Peter Norvig, Google’s director of research, is an expert ace at building machines that answer tough questions. An authority in programming languages and artificial intelligence, he has written an oft-cited book on AI (Artificial Intelligence: A Modern Approach), has taught at the University of California, Berkeley, and the University of Southern California, and was the head of computational sciences at NASA. In 2001, Norvig came to Google to be the director of search quality. Four years later, he became Google’s director of research, overseeing about 100 researchers who investigate topics that range from networking to machine translation. Technology Review spoke with Norvig to get a hint of what we can expect from search technology in the years to come.
Technology Review: What does Google Research do?
Peter Norvig: The core of what we do is still search and advertising. A lot of researchers are working on that. They’re working to give better-quality search results and to match ads better. Another area of research is gathering more sources of information, such as text in books, still images, video, and now audio in terms of speech recognition. I think another focus is to understand how people interact with Google and interact with each other on the Web, in general. How do people operate in these social networks? Understanding that question can help us serve them better.
TR: Which research has the most people and funding?
PN: The two biggest projects are machine translation and the speech project. Translation and speech went all the way from one or two people working on them to, now, live systems.
TR: Like the Google Labs project called GOOG-411 [a free service that lets people search for local businesses by voice, over the phone]. Tell me more about it.
PN: I think it’s the only major [phone-based business-search] service of its kind that has no human fallback. It’s 100 percent automated, and there seems to be a good response to it. In general, it looks like things are moving more toward the mobile market, and we thought it was important to deal with the market where you might not have access to a keyboard or might not want to type in search queries.
TR: And speech recognition can also be important for video search, isn’t it? Blinkx and Everyzing are two examples of startups that are using the technology to search inside video. Is Google working on something similar?
PN: Right now, people aren’t searching for video much. If they are, they have a very specific thing in mind like “Coke” and “Mentos.” People don’t search for things like “Show me the speech where so-and-so talks about this aspect of Middle East history.” But all of that information is there, and with speech recognition, we can access it.
We wanted speech technology that could serve as an interface for phones and also index audio text. After looking at the existing technology, we decided to build our own. We thought that, having the data and computational resources that we do, we could help advance the field. Currently, we are up to state-of-the-art with what we built on our own, and we have the computational infrastructure to improve further. As we get more data from more interaction with users and from uploaded videos, our systems will improve because the data trains the algorithms over time.
TR: While there’s a lot of research going on behind the scenes, on the surface, it looks as though search technology hasn’t changed much in more than 10 years. How is Google’s user interface changing?
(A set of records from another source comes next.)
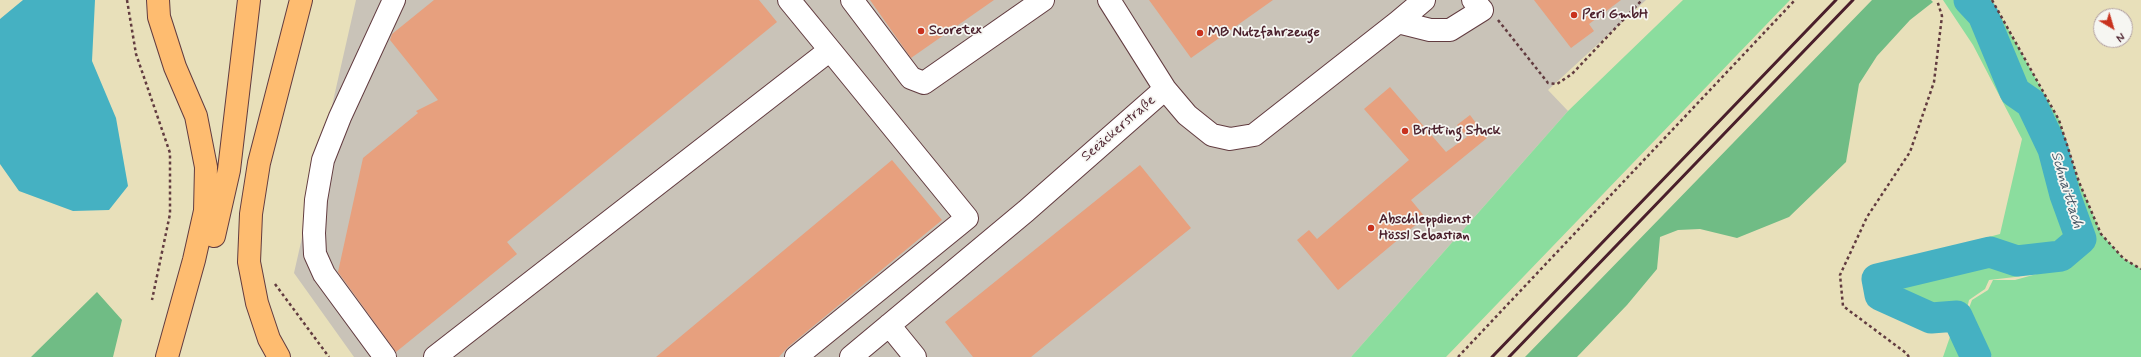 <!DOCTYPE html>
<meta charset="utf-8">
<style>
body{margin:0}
#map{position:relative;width:2141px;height:357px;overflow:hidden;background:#e8e0ba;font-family:Mynerve,sans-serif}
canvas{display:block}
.north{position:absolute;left:2093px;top:8px;width:40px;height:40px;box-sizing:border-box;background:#f6f6f2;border:1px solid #b1a0a2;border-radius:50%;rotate:142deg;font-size:11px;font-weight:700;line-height:16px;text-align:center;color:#4a1f2b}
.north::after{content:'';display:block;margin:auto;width:14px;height:18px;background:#c8321e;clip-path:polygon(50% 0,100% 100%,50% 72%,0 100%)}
</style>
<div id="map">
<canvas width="2141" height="357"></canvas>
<div class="north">N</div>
</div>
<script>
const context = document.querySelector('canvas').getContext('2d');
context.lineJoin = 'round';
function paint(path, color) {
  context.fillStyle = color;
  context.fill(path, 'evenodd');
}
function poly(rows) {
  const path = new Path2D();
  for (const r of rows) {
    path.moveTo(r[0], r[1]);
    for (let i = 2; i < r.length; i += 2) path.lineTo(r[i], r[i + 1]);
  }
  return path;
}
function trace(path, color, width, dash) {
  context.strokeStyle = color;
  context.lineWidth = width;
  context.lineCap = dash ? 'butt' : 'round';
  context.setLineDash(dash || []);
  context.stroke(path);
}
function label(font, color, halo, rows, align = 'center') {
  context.font = font + ' Mynerve,sans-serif';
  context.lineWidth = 3.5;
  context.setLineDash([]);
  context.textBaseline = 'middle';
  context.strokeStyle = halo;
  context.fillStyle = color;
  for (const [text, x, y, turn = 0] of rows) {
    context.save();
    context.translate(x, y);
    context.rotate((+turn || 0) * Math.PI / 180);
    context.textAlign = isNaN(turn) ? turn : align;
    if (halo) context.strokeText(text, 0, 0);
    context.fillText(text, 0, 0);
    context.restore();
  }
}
const industrial = poly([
 [356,0,1646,0,1548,90,1568,111,1351,357,354,357,294,273]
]);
const green = poly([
 [1683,0,1790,0,1446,357,1351,357,1568,111],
 [1943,0,1992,0,1995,6,2059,120,2079,182,2101,234,2124,259,2141,269,2141,357,1992,357,1969,308,1972,300,1988,290,1993,280,2015,280,2051,270,2015,277,1989,280,1985,289,1969,300,1967,309,1988,357,1943,357,1952,331,1869,304,1865,270,2000,234,2022,139,1973,45]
]);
const forest = poly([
 [1872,0,1931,0,1933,2,1910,20,1877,56,1859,84,1846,162,1789,217,1737,238,1700,229,1678,230,1660,237,1657,269,1627,305,1577,357,1525,357],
 [97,292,122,320,113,357,31,357]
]);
const water = poly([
 [23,0,95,0,92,61,116,118,128,186,109,210,73,211,19,191,0,164,0,19]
]);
const river = poly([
 [1969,0,1983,15,2015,92,2031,103,2053,149,2065,195,2081,239,2061,256,2017,261,1990,252,1877,279,1880,295,1931,318,1957,316,1976,357]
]);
const building = poly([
 [434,0,759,0,777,22,507,242,517,254,396,352,338,272,363,158,418,113,416,111,438,100,390,40,392,34],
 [870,0,994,0,911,58],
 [1149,0,1273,0,1191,58],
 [1534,0,1621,0,1589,24,1594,31,1571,48],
 [1390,87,1446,152,1467,137,1457,125,1470,115,1487,138,1411,200,1425,217,1338,290,1297,240,1309,230,1317,239,1409,160,1364,109],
 [892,160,942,220,788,347,779,357,656,357],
 [1140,165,1191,228,1031,357,973,357,945,322]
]);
const path = poly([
 [127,0,136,54,170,153,170,214,152,300],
 [1992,0,2059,120,2079,182,2101,234,2124,259,2141,269],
 [1498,20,1548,83,1557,84,1572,74,1642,0],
 [275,284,329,357],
 [1458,357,1795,0],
 [1909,357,1906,353,1843,306,1840,275,1867,217,1910,152,1934,82,1942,16,1937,0]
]);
const minor = poly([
 [852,0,911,78,924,83,1043,0],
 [1109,0,1165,89,1187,115,1212,135,1230,139,1254,135,1398,22],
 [1424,0,1398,22,1430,30,1450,30,1482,10,1473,0],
 [889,325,915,357],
 [385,357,324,274,315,254,314,233,316,200,323,160,340,117,394,0],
 [435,357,830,50,789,0],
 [796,357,967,218,830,50],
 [851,357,1026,211,1165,89]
]);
const major = poly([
 [158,0,159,17,175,67,196,116,206,167,205,211,194,260,167,357],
 [214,236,229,170,249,0],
 [279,357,269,339,257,303,249,262,251,214,259,163,301,0]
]);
const rail = poly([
 [1492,357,1836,0],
 [1509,357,1853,0]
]);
const markers = [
 [1574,15,4,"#c8321e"],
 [921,31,4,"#c8321e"],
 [1200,33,4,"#c8321e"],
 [1405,131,4,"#c8321e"],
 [1371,228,4,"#c8321e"]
];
const poiNames = [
 ["Peri GmbH",1582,15],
 ["Scoretex",929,31],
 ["MB Nutzfahrzeuge",1208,33],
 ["Britting Stuck",1413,131],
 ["Abschleppdienst",1379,220],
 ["Hössl Sebastian",1379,236]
];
const streetNames = [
 ["Seeäckerstraße",1119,129,-41]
];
const waterNames = [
 ["Schnaittach",2066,190,73]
];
paint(industrial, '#c9c3b8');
paint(green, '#8bdd9e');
paint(forest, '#70bc85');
paint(water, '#45b1c2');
trace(river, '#45b1c2', 31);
paint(building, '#e7a07e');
trace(minor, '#623c40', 24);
trace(major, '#623c40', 24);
trace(path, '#623c40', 2.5, [3, 3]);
trace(minor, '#fff', 22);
trace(major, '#febc70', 22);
trace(rail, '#4a1f2b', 3);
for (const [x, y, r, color] of markers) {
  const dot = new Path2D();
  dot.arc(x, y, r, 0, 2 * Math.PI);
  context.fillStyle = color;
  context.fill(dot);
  trace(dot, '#f6f6f2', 1.5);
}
label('bold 14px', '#4a1f2b', '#f6f6f2', poiNames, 'left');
label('14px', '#4a1f2b', '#f6f6f2', streetNames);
label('italic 15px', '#485967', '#f6f6f2', waterNames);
</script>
PN: We’re in a situation in the main Web search where there’s a real imbalance. Users are giving us three words at a time and we’re able to give back a lot of info: 10 links with titles, snippet of text, and other information about the page. So we’re able to present a lot at once. If the user has a big screen, they can consume what we’re giving them quickly. So it’s a fast interaction but a very imbalanced one. One of the things we’re looking at is finding ways to get the user more involved, to have them tell us more of what they want. People type the query “map,” and then they get upset if it’s not the map they were thinking of. So, people may be willing to talk more than type. Or maybe they’re willing to take a suggestion if we offer something that they didn’t type a query for, but is related.
But there are search interactions other than main Web search. When you’re on cell phones, you can only see one link at a time. It really changes the game. There’s much more impetus for us to be correct, so we’re thinking about that kind of interaction there, and how you could use audio to present information.
TR: What are the outstanding problems in search?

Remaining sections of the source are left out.